Big Data Algorithms and Data Structures
- Instructor:
- Hu Fu
fuhu@mail.shufe.edu.cn
Office: 504 School of Information Management and Engineering
Office Hour: Wednesday 2:30-3:30pm.
- Teaching Assistant:
-
Qun Hu
email: 2019212804@163.sufe.edu.cn
Office Hour: Friday 2-3pm.
Location: The lab building 1109
- Lectures:
- Friday 6-8:35pm, 520 Center for Cloud Computing
- Syllabus:
-
This course is a theoretical introduction to basic data structures and algorithms used to deal with data of large scales.
Randomization plays a crucial role in these techniques, and a large of part of this course focuses on randomized algorithms and data structures.
Topics include a review of discrete probability theory, hashing, search trees, concentration inequalities, skip lists and SkipNets, dimensionality reduction, and streaming algorithms.
- Prerequisites:
-
Familiarity with basic data structures and algorithms will be assumed.
Discrete probability theory will be used throughout the course; a quick review will be provided at the beginning of the course.
- Texts:
-
There is no required textbook.
Supplementary readings are occasionally provided here. Optional readings will be marked as such.
- Course Work:
-
Grades are determined by Problem sets/written assignments (45%) + Project (20%) + Final (35%). The final is a take-home exam.

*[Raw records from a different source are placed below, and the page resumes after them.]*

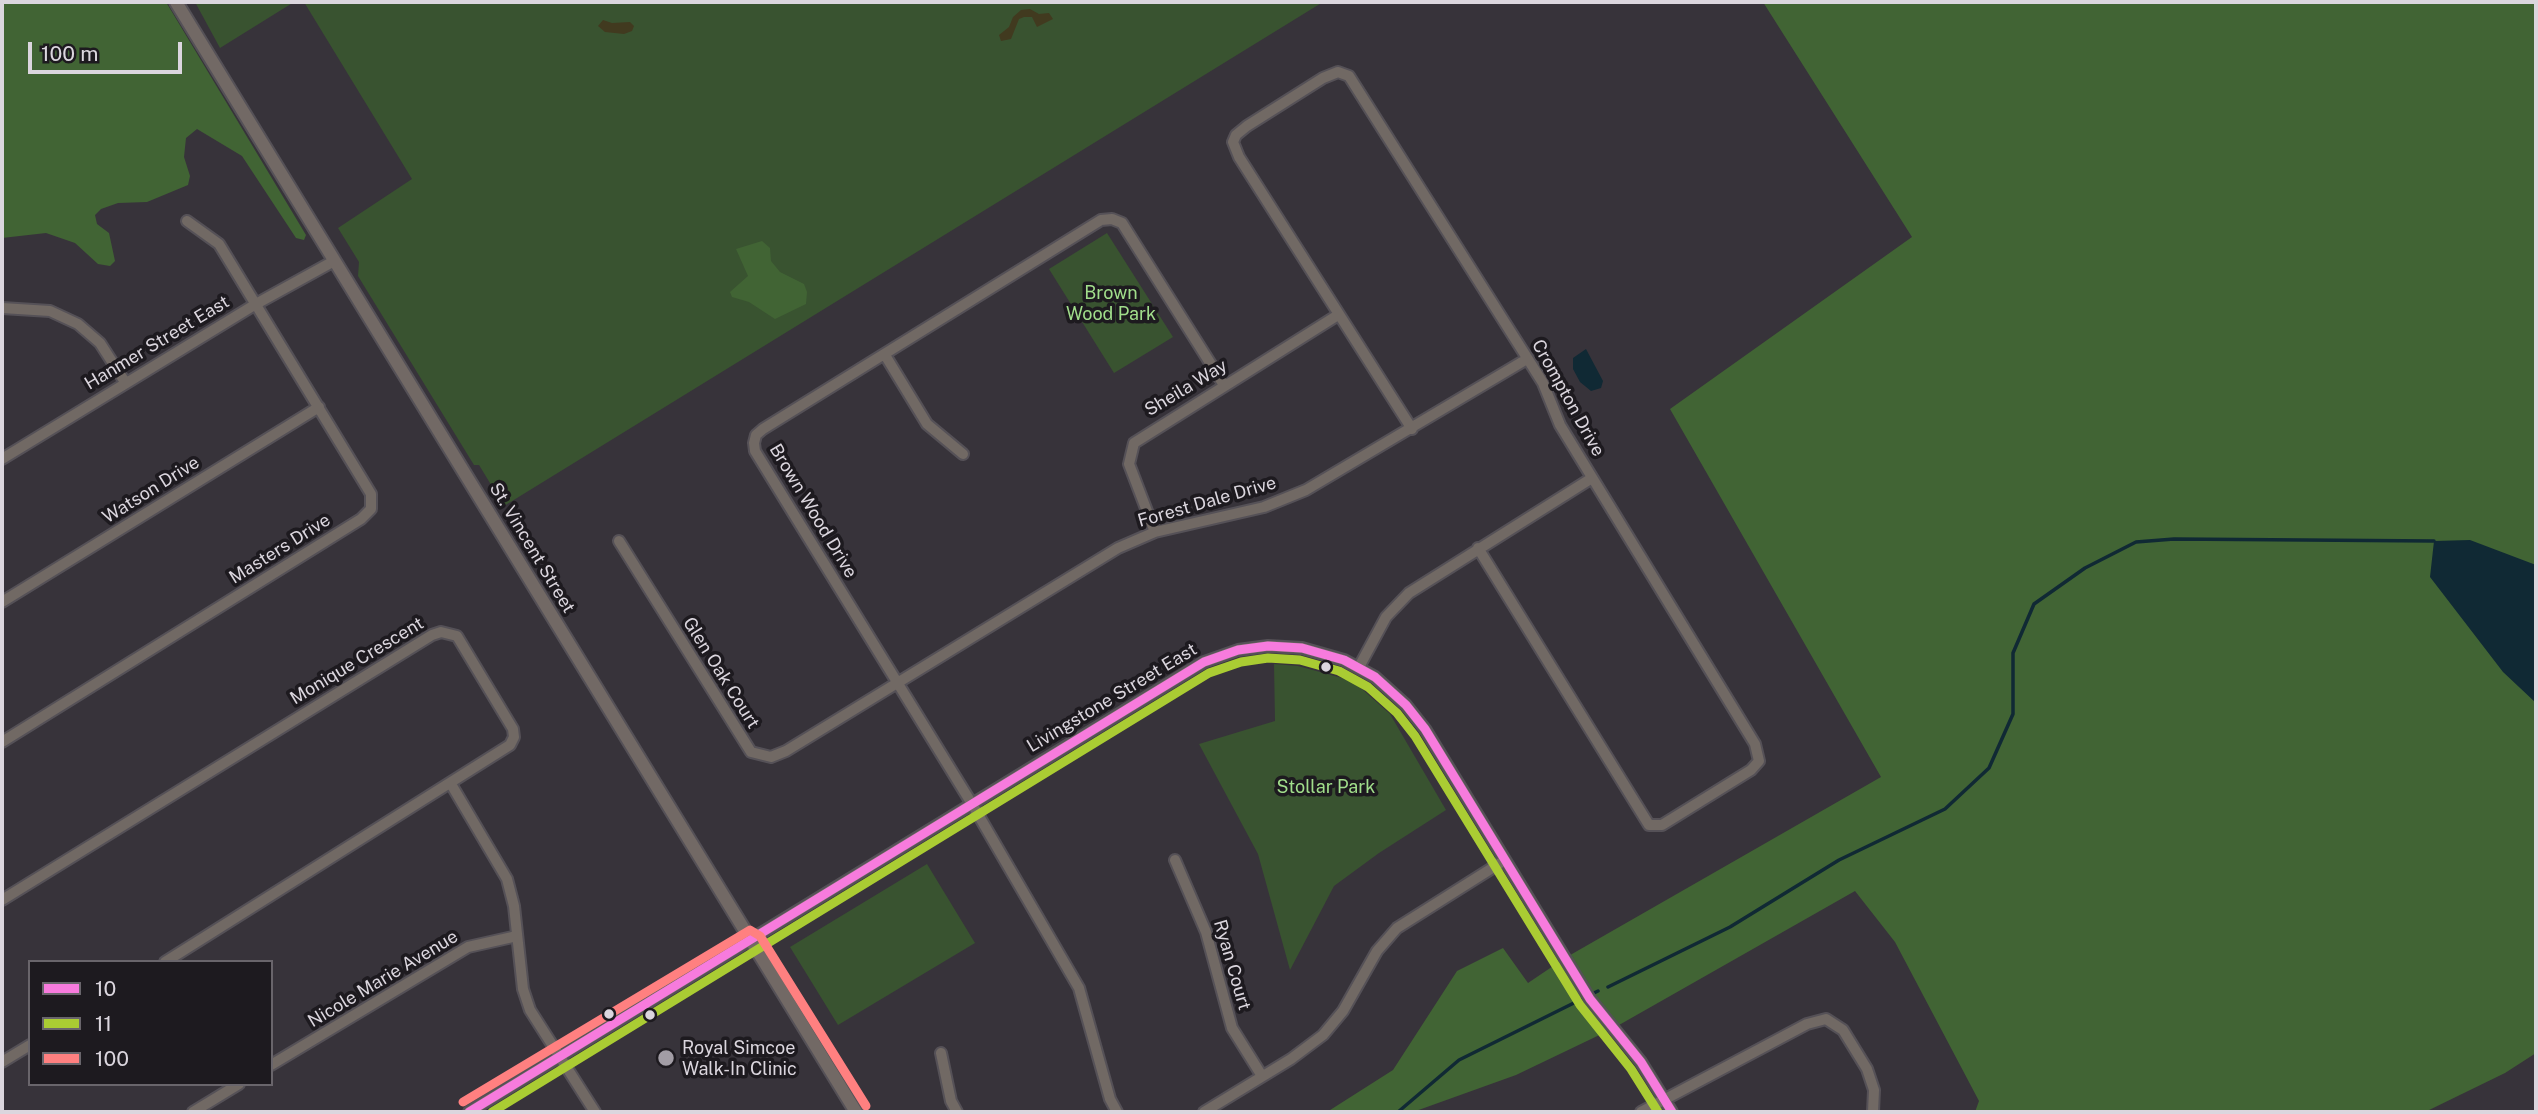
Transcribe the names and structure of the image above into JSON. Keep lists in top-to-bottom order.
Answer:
{
  "streets": {
    "main road": ["St. Vincent Street"],
    "street": [
      "Hanmer Street East",
      "Sheila Way",
      "Crompton Drive",
      "Watson Drive",
      "Forest Dale Drive",
      "Brown Wood Drive",
      "Masters Drive",
      "Monique Crescent",
      "Glen Oak Court",
      "Livingstone Street East",
      "Ryan Court",
      "Nicole Marie Avenue"
    ]
  },
  "crossings": [
    ["Hanmer Street East", "St. Vincent Street"],
    ["Hanmer Street East", "Masters Drive"],
    ["Sheila Way", "Crompton Drive"],
    ["Sheila Way", "Forest Dale Drive"],
    ["Sheila Way", "Brown Wood Drive"],
    ["Crompton Drive", "Forest Dale Drive"],
    ["Watson Drive", "Masters Drive"],
    ["Forest Dale Drive", "Brown Wood Drive"],
    ["Forest Dale Drive", "Glen Oak Court"],
    ["Brown Wood Drive", "Glen Oak Court"],
    ["Brown Wood Drive", "Livingstone Street East"],
    ["St. Vincent Street", "Livingstone Street East"]
  ],
  "parks": ["Brown Wood Park", "Stollar Park"],
  "places": ["Royal Simcoe Walk-In Clinic"],
  "lines": ["transit line 10", "transit line 11", "transit line 100"],
  "legend": ["10", "11", "100"],
  "scale_bar": "100 m"
}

For the course project, students will form groups of up to 4 people and survey a topic related to big data data structures or algorithms.

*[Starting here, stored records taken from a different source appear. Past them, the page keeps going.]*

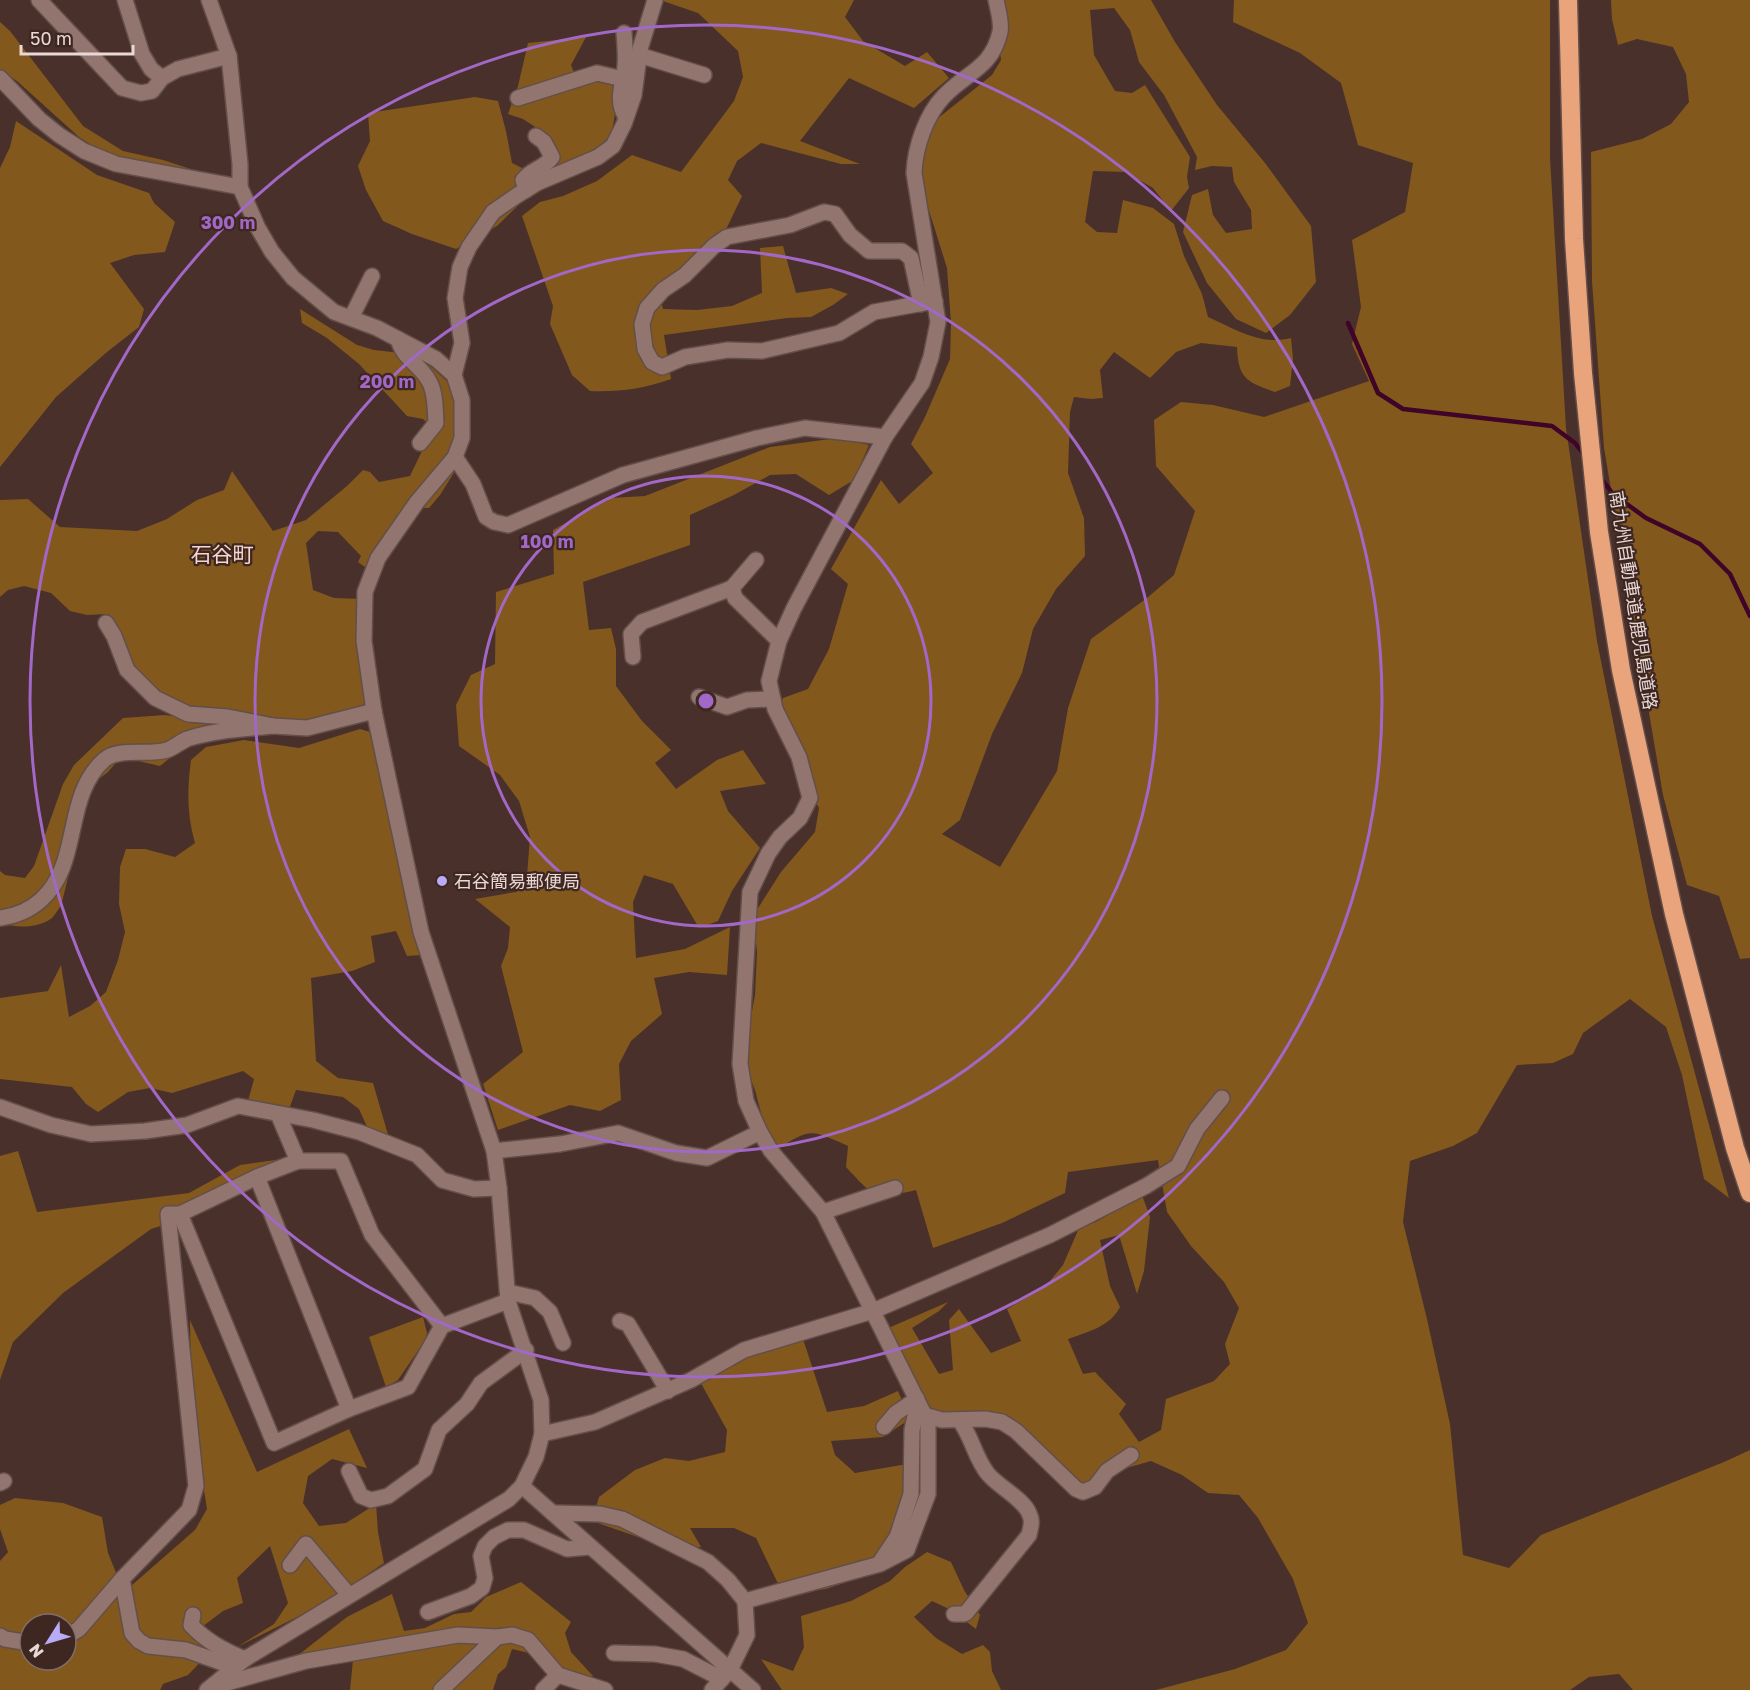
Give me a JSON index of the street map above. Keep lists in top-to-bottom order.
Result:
{
  "streets": {
    "highway": ["南九州自動車道;鹿児島道路"]
  },
  "districts": ["石谷町"],
  "places": ["石谷簡易郵便局"],
  "scale_bar": "50 m",
  "north": "bottom left",
  "rings": ["300 m", "200 m", "100 m"]
}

The instructor will suggest candidate topics, but students are encouraged to explore topics of their own interests.
Each group will make an in-class presentation of ~20 minutes in the last lecture, and submit a survey.
A survey can be in either Chinese or English, with an expected length of two pages.
The projects will be evaluated based on the quality of presentation and the submitted survey.
- Suggested Project Topics
-
Here are some keywords that may help you find topics for the final presentation. Search online for resources on big data algorithms, and you will see plenty other topics and resources. See e.g. a list of papers compiled here by Chandra Chekuri.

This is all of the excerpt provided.